_Activity:_ With the line containing "border:18px solid #d22;" as the final line, restate exactly every line of the data below from the first one onward, and copy no pictures.
(Supplied information)
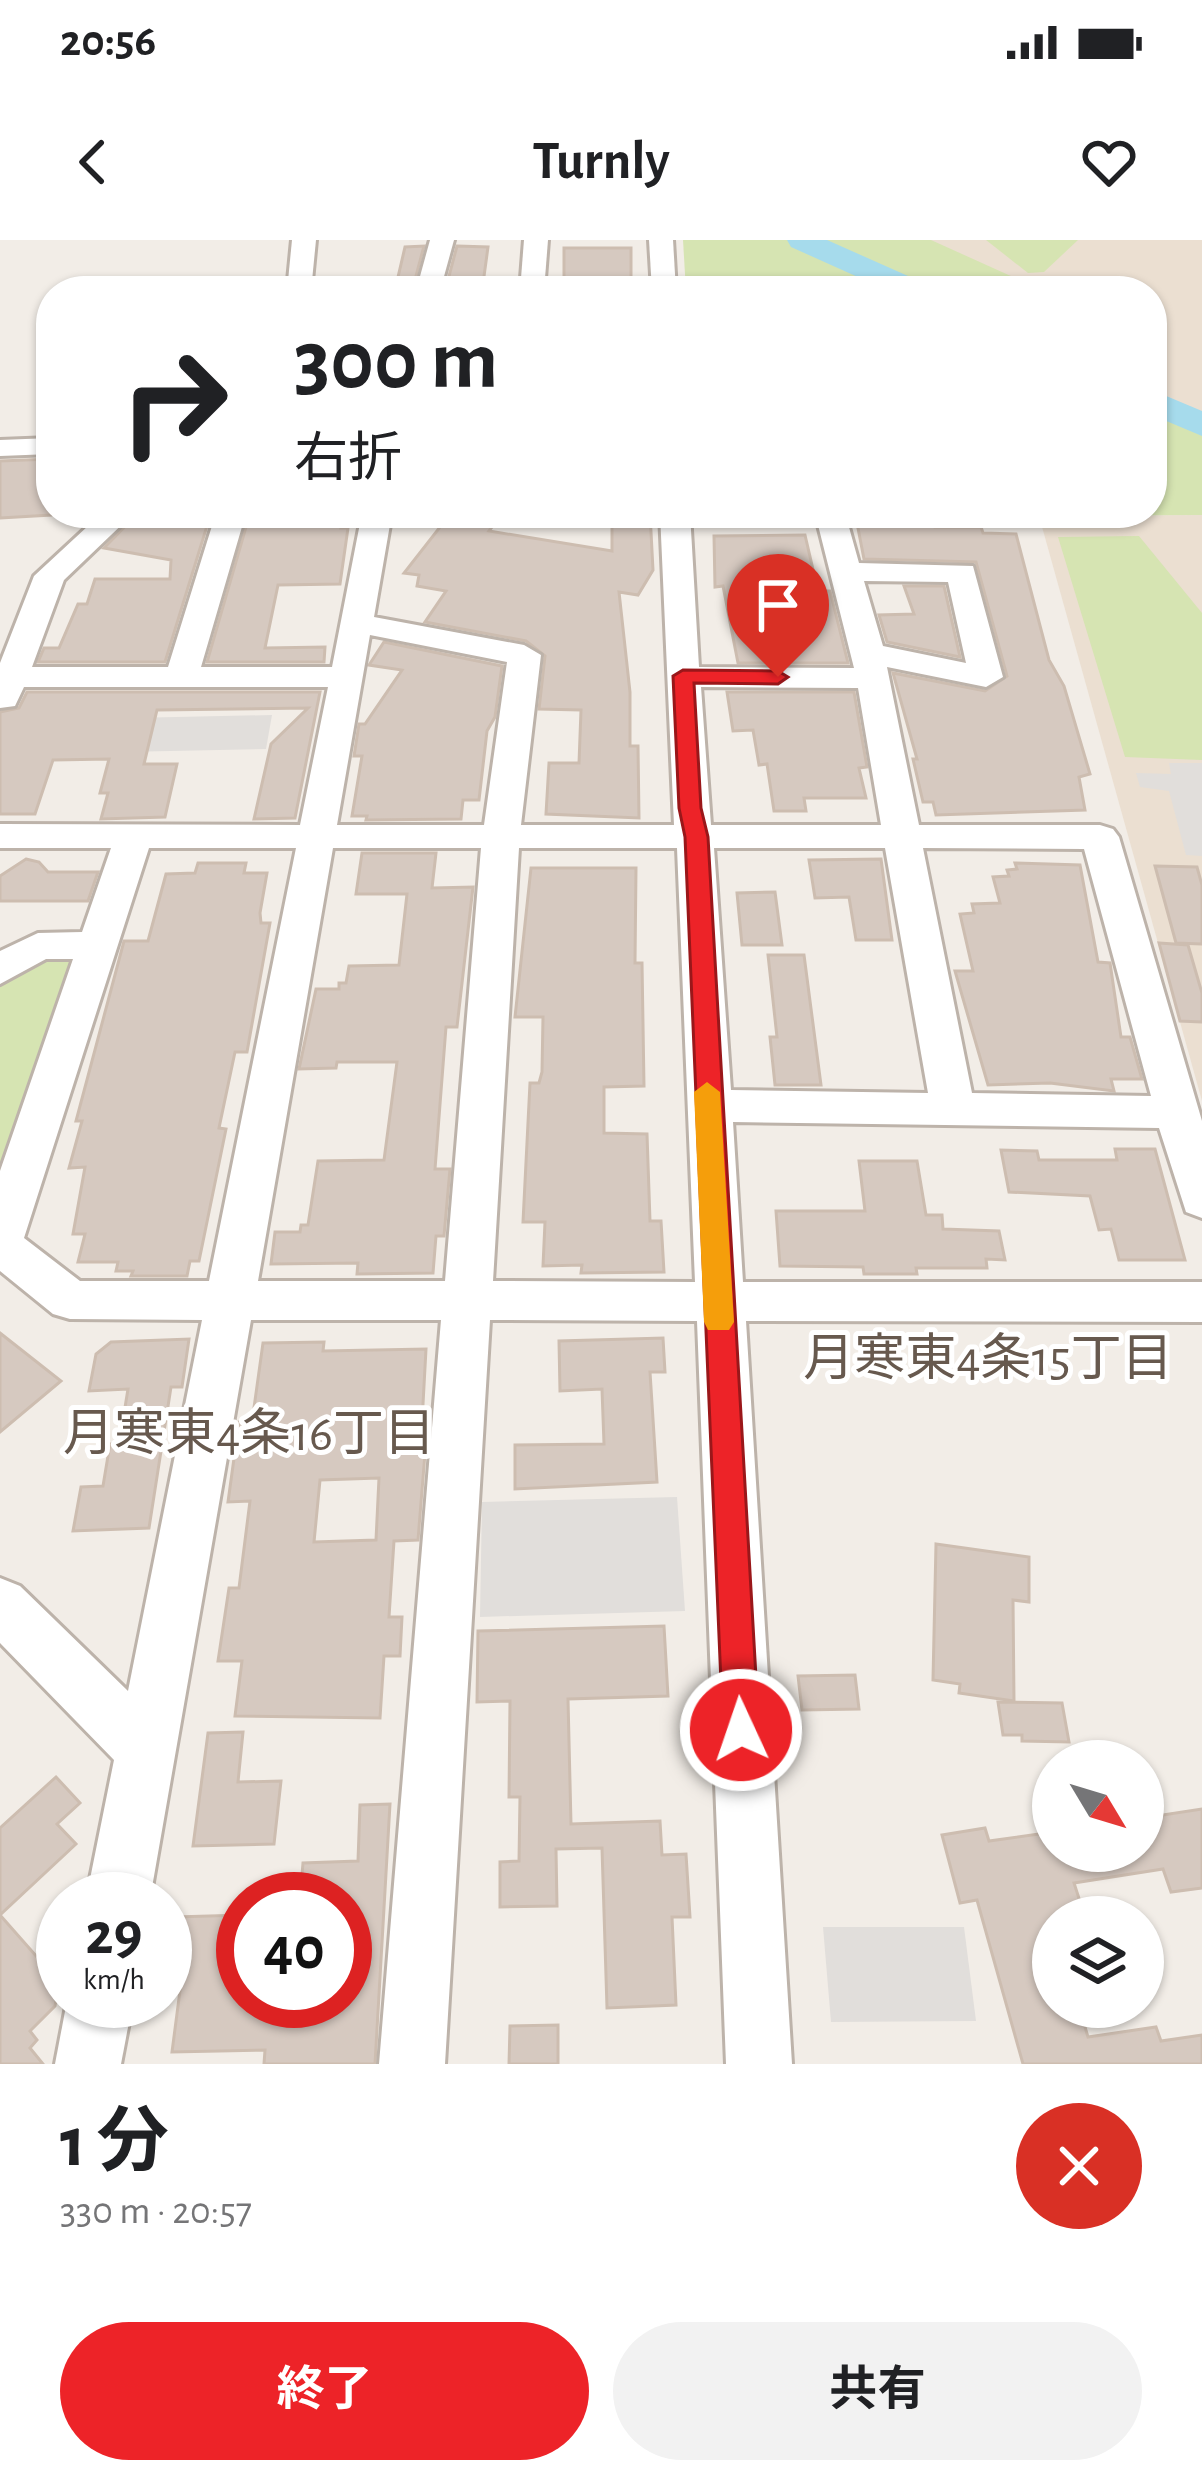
<!DOCTYPE html>
<html lang="ja">
<head>
<meta charset="utf-8">
<style>
	:root { --surface:#fff; --page:#f2f2f2; --text:#202124; --muted:#757577; --accent:#ed2328 }
	body { margin:0; font-family:"Alegreya Sans","Noto Sans JP",sans-serif; background:var(--page); color:var(--text); height:100vh; display:flex; flex-direction:column; font-size:45px; white-space:nowrap }
	* { box-sizing:border-box; margin:0 }
	p { font-size:39px; color:var(--muted) }
	.icon { flex:none; width:66px; height:66px; fill:none; stroke:currentColor; stroke-width:2; stroke-linecap:round; stroke-linejoin:round }
	.map { position:relative; height:1824px; overflow:hidden }
	.side { display:flex; flex-direction:column; background:var(--surface); flex:1 }
	.side>* { flex:none }
	.banner { position:absolute; left:36px; top:36px; width:1131px; height:252px; border-radius:48px; box-shadow:0 3px 9px #0004; background:#fff; color:var(--text); overflow:hidden }
	.needle { width:78px; rotate:128deg }
	.controls { position:absolute; left:1032px; top:1500px; display:grid; gap:24px }
	.controls a { display:grid; place-items:center; width:132px; height:132px; border-radius:50%; background:var(--surface); box-shadow:0 3px 9px #0004; font-size:60px }
	.speed { position:absolute; left:36px; top:1632px; display:flex; gap:24px; font-size:60px; font-weight:700; text-align:center }
	.speed>* { display:grid; place-content:center; width:156px; height:156px; border-radius:50%; background:var(--surface); box-shadow:0 3px 9px #0004; line-height:1 }
	.speed small { font-size:30px; font-weight:400 }
	.speed .limit { border:18px solid #d22; background:#fff; color:#111 }
	.pin { position:absolute; display:grid; place-items:center; width:102px; height:102px; color:#fff; margin:-123px -51px; border-radius:50% 50% 50% 0; rotate:-45deg; box-shadow:0 0 12px #0007 }
	.pin .icon { rotate:45deg }
	.me { position:absolute; width:132px; margin:-66px; rotate:357deg; stroke-linejoin:round; filter:drop-shadow(0 0 9px #0008) }
	.turn { display:flex; align-items:center; gap:42px; height:252px; padding:0 60px; font-size:54px }
	.turn .icon { width:156px; height:156px; stroke-width:2.5 }
	.turn b { display:block; font-size:84px; line-height:102px }
	.round { display:grid; place-items:center; flex:none; width:126px; height:126px; border-radius:63px; background:var(--page) }
	.overview { display:flex; align-items:center; justify-content:space-between; height:204px; padding:0 60px }
	h1 { font-size:72px; font-weight:700; line-height:90px }
	.primary-button { display:flex; gap:24px; margin-top:auto; padding:24px 60px }
	.primary-button a { flex:1; height:138px; border-radius:72px; background:var(--accent); color:#fff; font-size:48px; font-weight:700; line-height:138px; text-align:center }
	.primary-button a+a { background:var(--page); color:var(--text) }
	.status { display:flex; justify-content:space-between; align-items:center; height:84px; padding:0 60px; background:var(--surface); direction:ltr }
	.status svg { height:33px; fill:currentColor }
	header { display:flex; justify-content:space-between; align-items:center; height:156px; padding:0 60px; background:var(--surface); font-size:54px; font-weight:700 }
	.map>svg:first-child { display:block }
</style>
</head>
<body>
<div class="status"><b>20:56</b><svg viewBox="0 0 49 12"><path d="M0 12V9h3v3zM5 12V6h3v6zM10 12V3h3v9zM15 12V0h3v12zM26 1h20v11H26zM47 4h2v5h-2z"/></svg></div>
<header><svg class="icon" aria-label="back" viewBox="0 0 24 24"><path d="M15 5l-7 7 7 7"/></svg>Turnly<svg class="icon" aria-label="heart" viewBox="0 0 24 24"><path d="M12 20l-8-8c-3-5 5-10 8-4 3-6 11-1 8 4z"/></svg></header>
<div class="map">
<svg width="1202" height="1824" viewBox="0 0 1202 1824">
	<rect width="100%" height="100%" fill="#f2ede7"/>
	<g fill="#ebdfd1">
		<path d="M 865,0 L 1202,0 L 1202,175 L 1152,153 L 1152,51 L 949,51 Z"/>
		<path d="M 1202,275 L 1202,861 L 1039,276 Z"/>
	</g>
	<g fill="#d6e4b2">
		<path d="M 683,0 L 931,0 L 1044,51 L 686,51 Z"/>
		<path d="M 986,0 L 1078,0 L 1044,32 L 1028,33 Z"/>
		<path d="M 1152,153 L 1202,175 L 1202,275 L 1039,276 L 1152,273 Z"/>
		<path d="M 1139,296 L 1202,373 L 1202,520 L 1125,517 L 1058,297 Z"/>
		<path d="M 47,715 L 87,719 L 0,956 L 0,746 Z"/>
	</g>
	<g fill="#e1dedb">
		<path d="M 272,475 L 266,509 L 121,512 L 130,478 Z"/>
		<path d="M 1169,523 L 1202,523 L 1202,616 L 1186,615 L 1169,551 L 1140,547 L 1136,533 L 1171,534 Z"/>
		<path d="M 677,1257 L 685,1371 L 480,1377 L 482,1262 Z"/>
		<path d="M 823,1687 L 964,1687 L 976,1781 L 831,1782 Z"/>
	</g>
	<g fill="none" stroke-linecap="round" stroke-linejoin="round">
		<g fill="#a6dbec" fill-rule="evenodd">
			<path d="M 787,0 L 827,0 L 926,44 L 931,51 L 889,51 L 791,7 Z"/>
			<path d="M 1152,150 L 1202,171 L 1202,196 L 1152,175 Z"/>
		</g>
	</g>
	<g fill="#d6c9c0" stroke="#cdbdb0" stroke-width="3" fill-rule="evenodd">
		<path d="M 424,6 L 412,51 L 395,50 L 405,7 Z"/>
		<path d="M 457,6 L 488,7 L 482,51 L 445,51 Z"/>
		<path d="M 564,8 L 631,8 L 631,41 L 625,41 L 625,48 L 568,48 L 564,46 Z"/>
		<path d="M 51,219 L 51,275 L 0,278 L 0,221 Z"/>
		<path d="M 138,273 L 211,273 L 165,422 L 38,422 L 44,408 L 59,408 L 78,364 L 87,364 L 95,339 L 170,339 L 171,320 L 104,308 Z"/>
		<path d="M 250,273 L 343,275 L 341,288 L 348,288 L 340,344 L 278,345 L 265,408 L 325,407 L 324,422 L 207,422 Z"/>
		<path d="M 451,273 L 502,273 L 489,291 L 612,311 L 612,273 L 650,273 L 653,330 L 638,355 L 619,352 L 630,452 L 630,506 L 638,506 L 639,578 L 546,574 L 549,523 L 579,523 L 581,470 L 539,469 L 545,416 L 526,401 L 425,382 L 446,351 L 417,346 L 419,335 L 404,333 Z"/>
		<path d="M 857,283 L 934,283 L 935,287 L 981,287 L 983,293 L 1016,294 L 1049,420 L 1064,446 L 1090,534 L 1079,537 L 1085,570 L 936,575 L 933,562 L 923,562 L 913,519 L 917,519 L 893,433 L 985,451 L 1007,436 L 976,322 L 864,319 Z"/>
		<path d="M 805,295 L 818,351 L 830,351 L 848,423 L 738,423 L 723,346 L 715,347 L 714,296 Z"/>
		<path d="M 904,346 L 944,346 L 960,417 L 887,402 L 879,375 L 914,374 Z"/>
		<path d="M 384,402 L 502,426 L 495,477 L 487,491 L 479,560 L 463,560 L 461,579 L 366,580 L 367,576 L 352,576 L 362,516 L 354,516 L 359,484 L 365,484 L 402,430 L 369,425 Z"/>
		<path d="M 27,452 L 320,452 L 295,578 L 254,579 L 271,504 L 308,468 L 157,470 L 144,524 L 177,524 L 165,577 L 101,579 L 108,553 L 100,553 L 109,519 L 53,520 L 35,574 L 0,574 L 0,472 L 19,468 Z"/>
		<path d="M 727,452 L 854,452 L 867,527 L 859,528 L 866,558 L 804,558 L 806,571 L 774,571 L 767,524 L 759,525 L 753,490 L 733,491 Z"/>
		<path d="M 362,613 L 436,613 L 432,648 L 473,647 L 457,787 L 446,787 L 435,929 L 450,929 L 444,996 L 436,996 L 433,1033 L 357,1034 L 358,1023 L 271,1024 L 275,992 L 300,992 L 301,985 L 308,985 L 318,921 L 384,920 L 397,822 L 337,822 L 336,828 L 299,829 L 316,749 L 339,749 L 339,743 L 346,743 L 349,726 L 399,725 L 407,654 L 356,654 Z"/>
		<path d="M 26,619 L 39,622 L 48,632 L 98,632 L 88,661 L 0,661 L 0,636 Z"/>
		<path d="M 881,619 L 892,700 L 856,700 L 849,657 L 815,658 L 809,620 Z"/>
		<path d="M 198,623 L 246,623 L 244,633 L 267,633 L 260,673 L 261,683 L 270,683 L 247,812 L 235,812 L 219,888 L 226,889 L 199,1021 L 190,1021 L 187,1036 L 131,1036 L 133,1031 L 116,1031 L 118,1022 L 78,1022 L 85,994 L 73,994 L 85,927 L 69,928 L 82,881 L 76,881 L 124,701 L 148,701 L 166,634 L 195,633 Z"/>
		<path d="M 1015,623 L 1080,625 L 1098,722 L 1110,723 L 1121,797 L 1130,797 L 1142,839 L 1111,839 L 1114,851 L 1050,843 L 988,845 L 955,731 L 973,731 L 960,674 L 974,673 L 972,664 L 1000,663 L 993,637 L 1009,636 L 1007,630 L 1017,629 Z"/>
		<path d="M 1155,626 L 1197,627 L 1202,645 L 1202,704 L 1176,703 Z"/>
		<path d="M 531,628 L 636,628 L 635,723 L 642,723 L 644,846 L 604,847 L 604,893 L 647,894 L 650,981 L 661,981 L 664,1032 L 581,1033 L 582,1025 L 543,1026 L 545,982 L 523,982 L 530,843 L 539,843 L 542,832 L 543,777 L 515,777 Z"/>
		<path d="M 775,652 L 782,705 L 742,705 L 737,653 Z"/>
		<path d="M 1159,703 L 1188,705 L 1202,753 L 1202,782 L 1180,781 Z"/>
		<path d="M 768,715 L 804,715 L 821,845 L 775,845 L 770,797 L 777,797 Z"/>
		<path d="M 1115,909 L 1155,909 L 1185,1020 L 1119,1020 L 1111,989 L 1099,990 L 1090,956 L 1009,952 L 1001,910 L 1037,911 L 1039,920 L 1117,920 Z"/>
		<path d="M 859,921 L 917,921 L 926,975 L 942,975 L 943,989 L 999,991 L 1005,1020 L 986,1019 L 987,1028 L 916,1028 L 917,1034 L 864,1034 L 863,1027 L 780,1026 L 776,971 L 865,971 Z"/>
		<path d="M 0,1093 L 61,1141 L 0,1192 Z"/>
		<path d="M 663,1098 L 665,1132 L 650,1132 L 657,1242 L 515,1249 L 515,1205 L 604,1204 L 602,1149 L 560,1151 L 559,1101 Z"/>
		<path d="M 189,1099 L 182,1147 L 171,1147 L 149,1288 L 73,1291 L 81,1247 L 103,1246 L 110,1204 L 119,1204 L 128,1149 L 89,1151 L 96,1114 L 111,1102 Z"/>
		<path d="M 324,1102 L 323,1111 L 426,1109 L 421,1201 L 426,1201 L 418,1300 L 394,1301 L 389,1377 L 402,1377 L 400,1416 L 384,1416 L 380,1478 L 235,1476 L 242,1421 L 218,1421 L 229,1348 L 239,1348 L 250,1261 L 228,1262 L 239,1182 L 252,1182 L 263,1103 ZM 379,1238 L 376,1300 L 314,1302 L 320,1240 Z"/>
		<path d="M 936,1304 L 1029,1317 L 1029,1362 L 1013,1360 L 1014,1461 L 959,1453 L 960,1444 L 933,1440 Z"/>
		<path d="M 664,1386 L 668,1456 L 568,1459 L 571,1584 L 660,1581 L 662,1615 L 686,1614 L 690,1677 L 672,1677 L 676,1765 L 607,1768 L 602,1608 L 556,1609 L 557,1666 L 500,1667 L 500,1622 L 519,1621 L 520,1557 L 509,1557 L 510,1461 L 477,1462 L 478,1391 Z"/>
		<path d="M 855,1435 L 859,1469 L 802,1470 L 798,1436 Z"/>
		<path d="M 998,1462 L 1062,1463 L 1069,1502 L 1022,1501 L 1022,1495 L 1003,1495 Z"/>
		<path d="M 243,1492 L 238,1542 L 281,1541 L 274,1604 L 193,1606 L 208,1493 Z"/>
		<path d="M 56,1537 L 80,1563 L 57,1584 L 76,1604 L 0,1675 L 0,1588 Z"/>
		<path d="M 390,1564 L 375,1824 L 264,1824 L 265,1810 L 172,1812 L 181,1743 L 166,1744 L 175,1677 L 243,1675 L 243,1761 L 347,1761 L 353,1687 L 345,1687 L 345,1659 L 300,1659 L 303,1623 L 358,1621 L 360,1565 Z"/>
		<path d="M 1202,1569 L 1202,1648 L 1171,1652 L 1163,1629 L 1074,1643 L 1085,1677 L 1053,1677 L 1053,1767 L 1079,1767 L 1088,1797 L 1156,1787 L 1161,1801 L 1202,1795 L 1202,1824 L 1023,1824 L 977,1660 L 960,1663 L 942,1595 L 985,1588 L 989,1601 L 1053,1592 L 1053,1611 L 1143,1611 L 1143,1578 Z"/>
		<path d="M 0,1675 L 59,1742 L 55,1766 L 30,1791 L 37,1800 L 30,1808 L 43,1824 L 0,1824 Z"/>
		<path d="M 558,1785 L 558,1824 L 509,1824 L 510,1786 Z"/>
	</g>
	<g fill="none" stroke-linecap="round" stroke-linejoin="round">
		<g stroke="#bdb3aa" stroke-width="6">
			<g id="minor">
				<path d="M 292,0 L 316,0 L 311,51 L 287,51 Z"/>
				<path d="M 430,0 L 454,0 L 440,51 L 416,51 Z"/>
				<path d="M 524,0 L 548,0 L 544,51 L 520,51 Z"/>
				<path d="M 649,0 L 673,0 L 676,51 L 652,51 Z"/>
				<path d="M 51,198 L 51,214 L 0,216 L 0,200 Z"/>
				<path d="M 102,273 L 134,273 L 64,340 L 32,427 L 168,427 L 216,273 L 246,273 L 201,427 L 332,427 L 362,273 L 392,273 L 374,377 L 524,405 L 541,415 L 521,585 L 674,585 L 660,273 L 690,273 L 699,427 L 854,428 L 815,273 L 845,273 L 859,323 L 973,326 L 1003,437 L 986,447 L 887,427 L 919,585 L 1100,585 L 1113,589 L 1119,597 L 1202,881 L 1202,978 L 1186,972 L 1159,888 L 733,882 L 743,1042 L 1202,1042 L 1202,1082 L 746,1081 L 792,1824 L 726,1824 L 697,1081 L 490,1080 L 445,1824 L 379,1824 L 441,1080 L 251,1080 L 150,1659 L 86,1659 L 114,1520 L 0,1403 L 0,1338 L 20,1346 L 128,1451 L 202,1080 L 70,1079 L 53,1074 L 0,1031 L 0,931 L 73,719 L 46,719 L 0,744 L 0,711 L 38,693 L 82,692 L 111,608 L 0,608 L 0,584 L 300,585 L 328,447 L 24,447 L 15,466 L 0,468 L 0,423 L 34,336 ZM 864,341 L 948,342 L 966,423 L 883,406 ZM 370,395 L 507,422 L 484,585 L 337,585 ZM 701,447 L 858,448 L 881,585 L 711,585 ZM 149,608 L 296,608 L 209,1041 L 80,1041 L 24,998 ZM 333,608 L 481,608 L 445,1041 L 258,1041 ZM 519,608 L 677,608 L 695,1042 L 493,1041 ZM 714,608 L 885,608 L 928,853 L 731,850 ZM 923,608 L 1084,609 L 1151,856 L 972,853 Z"/>
				<path d="M 67,1761 L 133,1761 L 121,1824 L 55,1824 Z"/>
			</g>
		</g>
		<use href="#minor" fill="#fff" fill-rule="evenodd"/>
	</g>
	<path fill="#ed2328" stroke="#9a171a" stroke-width="3" d="M 683,430 L 778,431 L 788,437 L 778,444 L 694,443 L 701,568 L 708,597 L 759,1490 L 753,1502 L 741,1507 L 728,1502 L 723,1490 L 685,597 L 679,568 L 673,436 Z"/>
	<path fill="#f59e0b" d="M 707,842 L 720,852 L 734,1082 L 729,1090 L 708,1090 L 704,1082 L 694,852 Z"/>
	<g text-anchor="middle" stroke-width="10" stroke-linejoin="round" paint-order="stroke">
		<g font-size="51" fill="#67594e" stroke="#fff">
			<text x="988" y="1135">月寒東4条15丁目</text>
			<text x="249" y="1210">月寒東4条16丁目</text>
		</g>
	</g>
</svg>
<div class="controls">
<a><svg class="needle" viewBox="-14 -14 28 28"><path d="M0-13l5 13h-10z" fill="#e53935"/><path d="M0 13l5-13h-10z" fill="#757577"/></svg></a>
<a><svg class="icon" aria-label="layers" viewBox="0 0 24 24"><path d="M12 4l9 5-9 5-9-5zM3 14l9 5 9-5"/></svg></a>
</div>
<div class="speed"><div>29<small>km/h</small></div><div class="limit">40</div></div>
<div class="pin" style="left:778px;top:437px;background:#d93025"><svg class="icon" aria-label="arrive" viewBox="0 0 24 24"><path d="M6 21V4h12l-3 4 3 4H6"/></svg></div>
<svg class="me" style="left:741px;top:1490px" viewBox="-20 -20 40 40"><circle r="17" fill="#ed2328" stroke="#fff" stroke-width="3"/><path d="M0-11L8 9 0 5-8 9z" fill="#fff"/></svg>
<div class="banner">
<div class="turn"><svg class="icon" aria-label="right" viewBox="0 0 24 24"><path d="M7 20v-9h11M14 6l5 5-5 5"/></svg><div><b>300 m</b>右折</div></div>
</div>
</div>
<section class="side">
<div class="overview"><div><h1>1 分</h1><p>330 m · 20:57</p></div><a class="round" style="background:#d93025;color:#fff"><svg class="icon" aria-label="close" viewBox="0 0 24 24"><path d="M6 6l12 12M18 6L6 18"/></svg></a></div>
<div class="primary-button"><a>終了</a><a>共有</a></div>
</section>
</body>
</html>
(End Supplied information)
_Solution for this task:_
<!DOCTYPE html>
<html lang="ja">
<head>
<meta charset="utf-8">
<style>
	:root { --surface:#fff; --page:#f2f2f2; --text:#202124; --muted:#757577; --accent:#ed2328 }
	body { margin:0; font-family:"Alegreya Sans","Noto Sans JP",sans-serif; background:var(--page); color:var(--text); height:100vh; display:flex; flex-direction:column; font-size:45px; white-space:nowrap }
	* { box-sizing:border-box; margin:0 }
	p { font-size:39px; color:var(--muted) }
	.icon { flex:none; width:66px; height:66px; fill:none; stroke:currentColor; stroke-width:2; stroke-linecap:round; stroke-linejoin:round }
	.map { position:relative; height:1824px; overflow:hidden }
	.side { display:flex; flex-direction:column; background:var(--surface); flex:1 }
	.side>* { flex:none }
	.banner { position:absolute; left:36px; top:36px; width:1131px; height:252px; border-radius:48px; box-shadow:0 3px 9px #0004; background:#fff; color:var(--text); overflow:hidden }
	.needle { width:78px; rotate:128deg }
	.controls { position:absolute; left:1032px; top:1500px; display:grid; gap:24px }
	.controls a { display:grid; place-items:center; width:132px; height:132px; border-radius:50%; background:var(--surface); box-shadow:0 3px 9px #0004; font-size:60px }
	.speed { position:absolute; left:36px; top:1632px; display:flex; gap:24px; font-size:60px; font-weight:700; text-align:center }
	.speed>* { display:grid; place-content:center; width:156px; height:156px; border-radius:50%; background:var(--surface); box-shadow:0 3px 9px #0004; line-height:1 }
	.speed small { font-size:30px; font-weight:400 }
	.speed .limit { border:18px solid #d22; background:#fff; color:#111 }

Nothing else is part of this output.